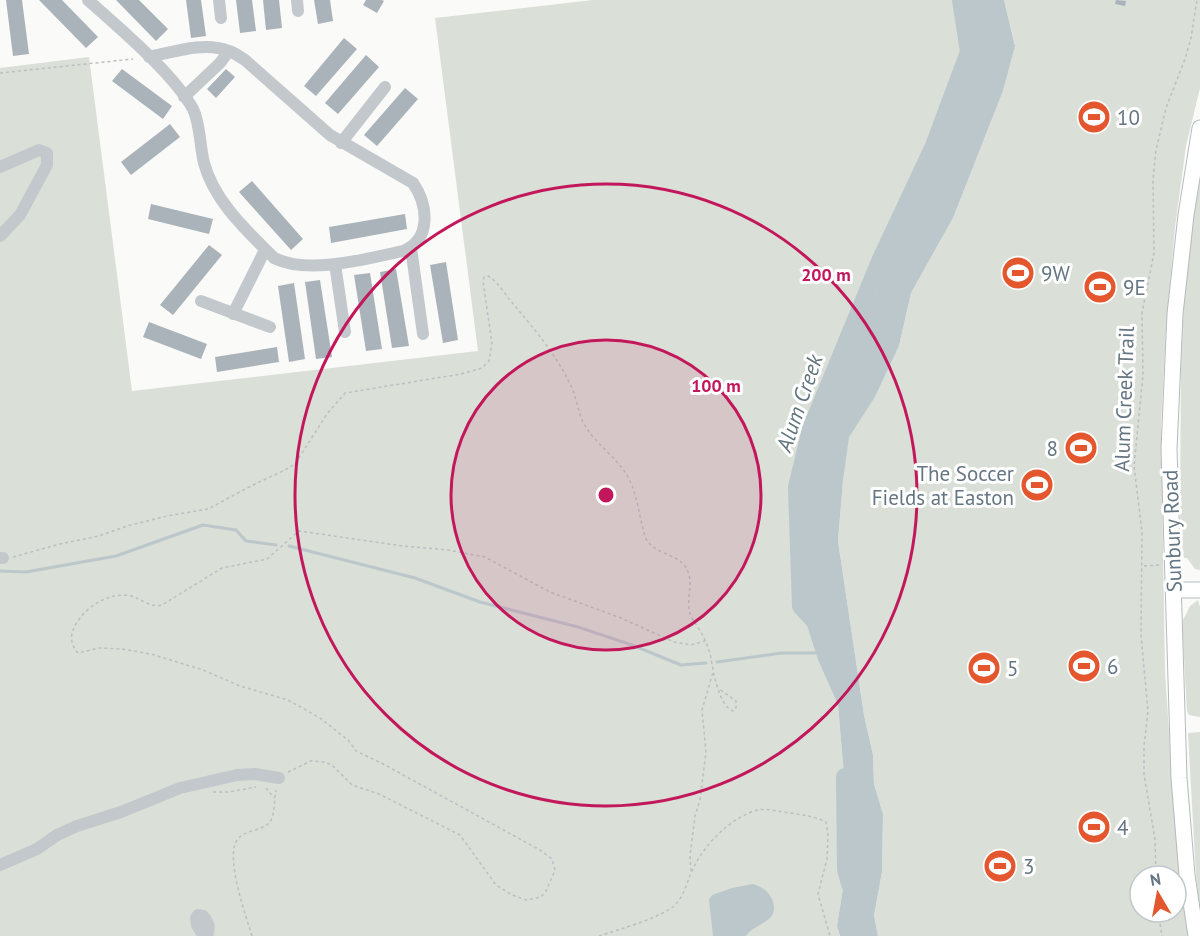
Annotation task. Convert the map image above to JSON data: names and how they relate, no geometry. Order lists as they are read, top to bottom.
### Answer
{
  "streets": {
    "main road": ["Sunbury Road"],
    "path": ["Alum Creek Trail"]
  },
  "water": ["Alum Creek"],
  "places": {
    "sports": [
      "10",
      "9W",
      "9E",
      "8",
      "The Soccer Fields at Easton",
      "6",
      "5",
      "4",
      "3"
    ]
  },
  "north": "top",
  "rings": ["200 m", "100 m"]
}
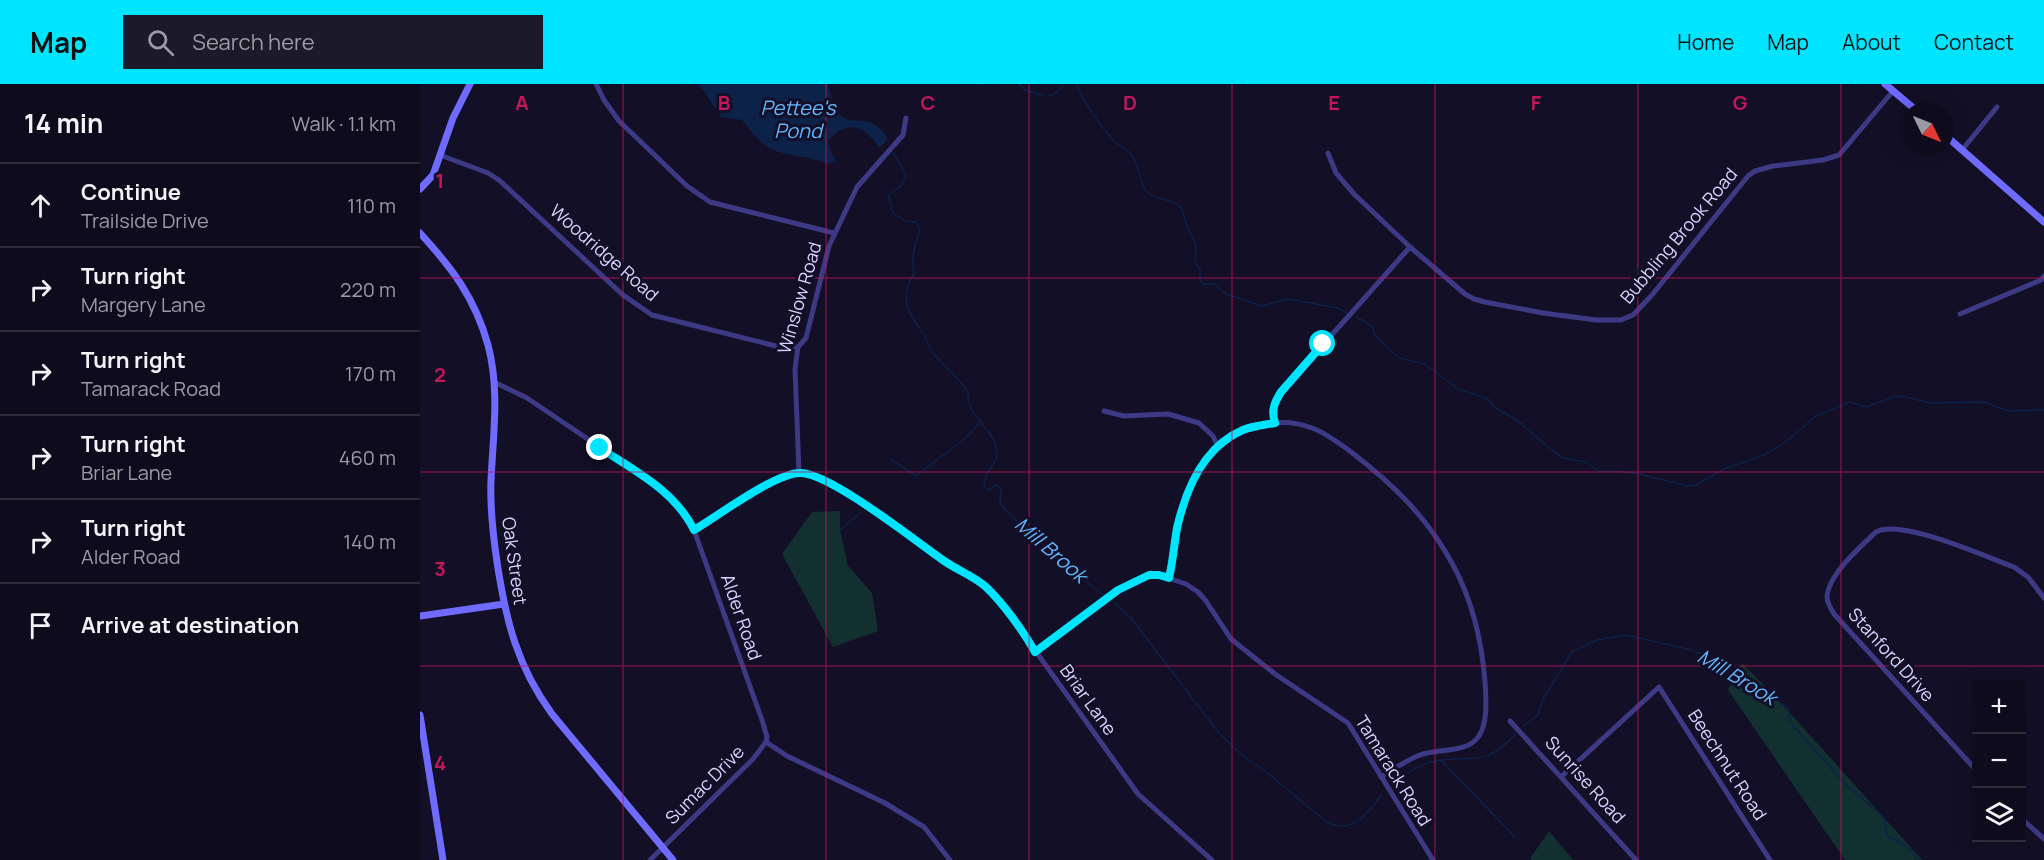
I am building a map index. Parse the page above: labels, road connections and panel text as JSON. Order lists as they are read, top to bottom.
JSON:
{
  "streets": {
    "street": [
      "Bubbling Brook Road",
      "Woodridge Road",
      "Winslow Road",
      "Oak Street",
      "Alder Road",
      "Stanford Drive",
      "Briar Lane",
      "Beechnut Road",
      "Tamarack Road",
      "Sunrise Road",
      "Sumac Drive"
    ]
  },
  "crossings": [
    ["Woodridge Road", "Winslow Road"],
    ["Winslow Road", "Briar Lane"],
    ["Oak Street", "Alder Road"],
    ["Oak Street", "Sumac Drive"],
    ["Alder Road", "Sumac Drive"],
    ["Briar Lane", "Tamarack Road"],
    ["Beechnut Road", "Sunrise Road"]
  ],
  "water": ["Pettee's Pond", "Mill Brook"],
  "north": "bottom right",
  "page": {
    "header": "Map",
    "search": "Search here",
    "nav": [
      "Home",
      "Map",
      "About",
      "Contact"
    ],
    "heading": ["14 min", "Walk · 1.1 km"],
    "list": [
      ["Continue", "Trailside Drive", "110 m"],
      ["Turn right", "Margery Lane", "220 m"],
      ["Turn right", "Tamarack Road", "170 m"],
      ["Turn right", "Briar Lane", "460 m"],
      ["Turn right", "Alder Road", "140 m"],
      "Arrive at destination"
    ],
    "map_buttons": ["+", "−"]
  },
  "grid": {
    "columns": [
      "A",
      "B",
      "C",
      "D",
      "E",
      "F",
      "G"
    ],
    "rows": [
      "1",
      "2",
      "3",
      "4"
    ]
  }
}
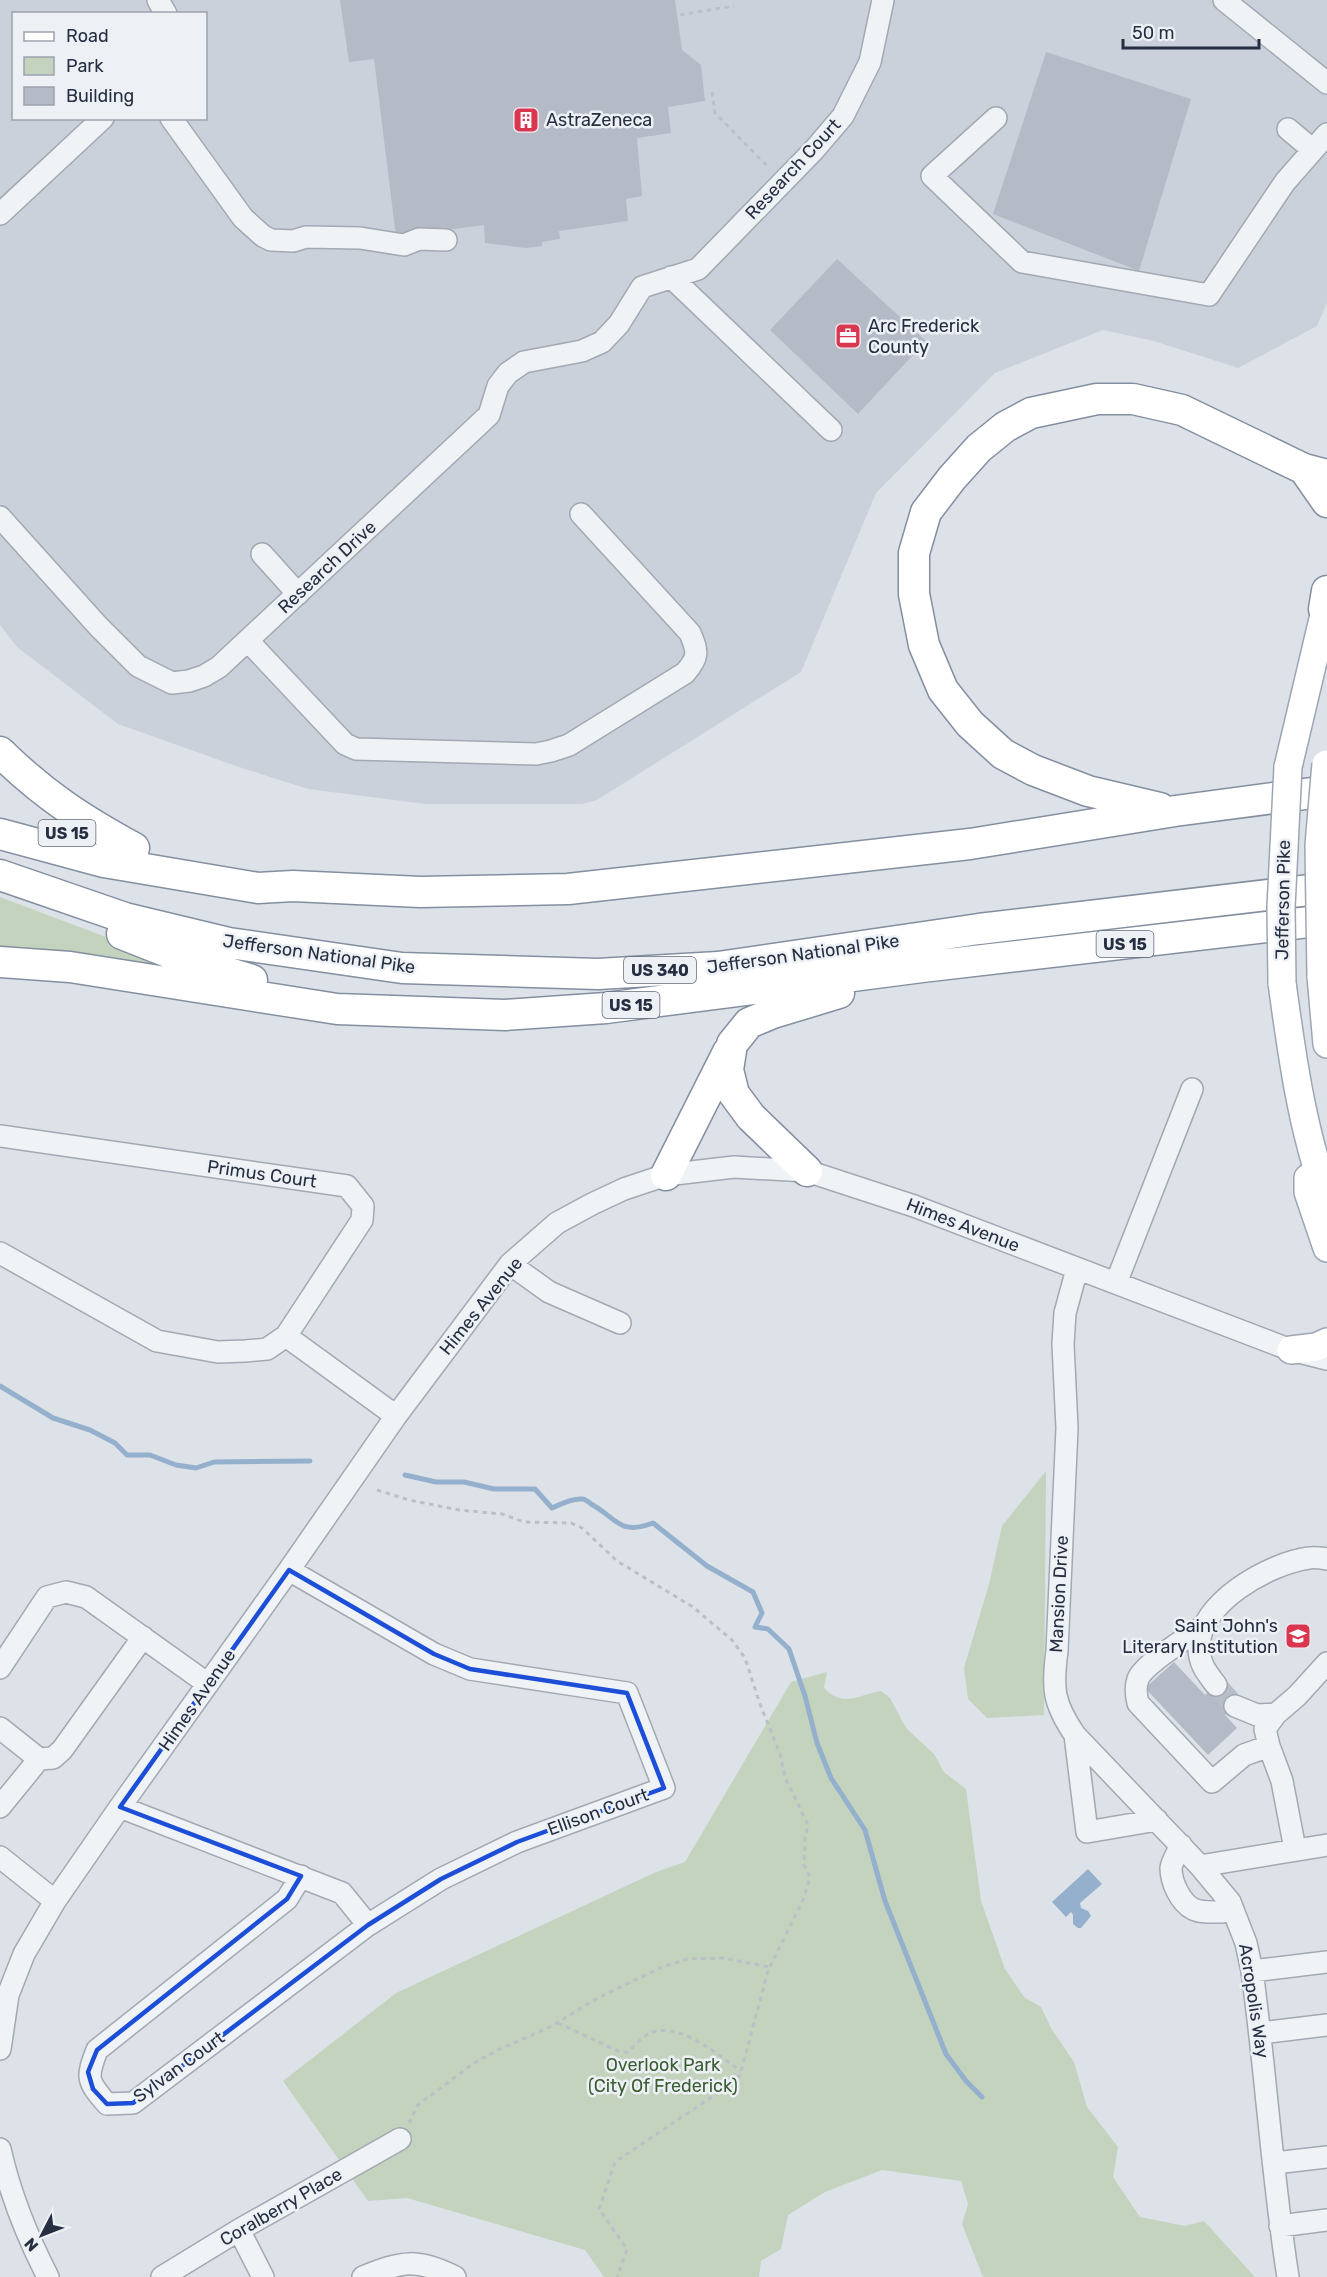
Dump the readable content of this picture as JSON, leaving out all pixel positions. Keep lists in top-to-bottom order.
{
  "streets": {
    "highway": ["US 15", "Jefferson National Pike", "US 340"],
    "main road": ["Jefferson Pike"],
    "street": [
      "Research Court",
      "Research Drive",
      "Primus Court",
      "Himes Avenue",
      "Mansion Drive",
      "Ellison Court",
      "Acropolis Way",
      "Sylvan Court",
      "Coralberry Place"
    ]
  },
  "crossings": [
    ["Research Court", "Research Drive"],
    ["US 15", "Jefferson Pike"],
    ["Himes Avenue", "Mansion Drive"],
    ["Himes Avenue", "Ellison Court"],
    ["Mansion Drive", "Acropolis Way"],
    ["Ellison Court", "Sylvan Court"]
  ],
  "parks": ["Overlook Park (City Of Frederick)"],
  "places": {
    "building": ["AstraZeneca"],
    "office": ["Arc Frederick County"],
    "school or university": ["Saint John's Literary Institution"]
  },
  "legend": ["Road", "Park", "Building"],
  "scale_bar": "50 m",
  "north": "bottom left"
}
-*-
## Requirement
Each record above must be retyped exactly, minus its pictures.

## Answer to this task
Annotation task. Convert the map image above to JSON data: names and how they relate, no geometry. Order lists as they are read, top to bottom.
### Answer
{
  "streets": {
    "main road": ["Sunbury Road"],
    "path": ["Alum Creek Trail"]
  },
  "water": ["Alum Creek"],
  "places": {
    "sports": [
      "10",
      "9W",
      "9E",
      "8",
      "The Soccer Fields at Easton",
      "6",
      "5",
      "4",
      "3"
    ]
  },
  "north": "top",
  "rings": ["200 m", "100 m"]
}
I am building a map index. Parse the page above: labels, road connections and panel text as JSON. Order lists as they are read, top to bottom.
JSON:
{
  "streets": {
    "street": [
      "Bubbling Brook Road",
      "Woodridge Road",
      "Winslow Road",
      "Oak Street",
      "Alder Road",
      "Stanford Drive",
      "Briar Lane",
      "Beechnut Road",
      "Tamarack Road",
      "Sunrise Road",
      "Sumac Drive"
    ]
  },
  "crossings": [
    ["Woodridge Road", "Winslow Road"],
    ["Winslow Road", "Briar Lane"],
    ["Oak Street", "Alder Road"],
    ["Oak Street", "Sumac Drive"],
    ["Alder Road", "Sumac Drive"],
    ["Briar Lane", "Tamarack Road"],
    ["Beechnut Road", "Sunrise Road"]
  ],
  "water": ["Pettee's Pond", "Mill Brook"],
  "north": "bottom right",
  "page": {
    "header": "Map",
    "search": "Search here",
    "nav": [
      "Home",
      "Map",
      "About",
      "Contact"
    ],
    "heading": ["14 min", "Walk · 1.1 km"],
    "list": [
      ["Continue", "Trailside Drive", "110 m"],
      ["Turn right", "Margery Lane", "220 m"],
      ["Turn right", "Tamarack Road", "170 m"],
      ["Turn right", "Briar Lane", "460 m"],
      ["Turn right", "Alder Road", "140 m"],
      "Arrive at destination"
    ],
    "map_buttons": ["+", "−"]
  },
  "grid": {
    "columns": [
      "A",
      "B",
      "C",
      "D",
      "E",
      "F",
      "G"
    ],
    "rows": [
      "1",
      "2",
      "3",
      "4"
    ]
  }
}
Dump the readable content of this picture as JSON, leaving out all pixel positions. Keep lists in top-to-bottom order.
{
  "streets": {
    "highway": ["US 15", "Jefferson National Pike", "US 340"],
    "main road": ["Jefferson Pike"],
    "street": [
      "Research Court",
      "Research Drive",
      "Primus Court",
      "Himes Avenue",
      "Mansion Drive",
      "Ellison Court",
      "Acropolis Way",
      "Sylvan Court",
      "Coralberry Place"
    ]
  },
  "crossings": [
    ["Research Court", "Research Drive"],
    ["US 15", "Jefferson Pike"],
    ["Himes Avenue", "Mansion Drive"],
    ["Himes Avenue", "Ellison Court"],
    ["Mansion Drive", "Acropolis Way"],
    ["Ellison Court", "Sylvan Court"]
  ],
  "parks": ["Overlook Park (City Of Frederick)"],
  "places": {
    "building": ["AstraZeneca"],
    "office": ["Arc Frederick County"],
    "school or university": ["Saint John's Literary Institution"]
  },
  "legend": ["Road", "Park", "Building"],
  "scale_bar": "50 m",
  "north": "bottom left"
}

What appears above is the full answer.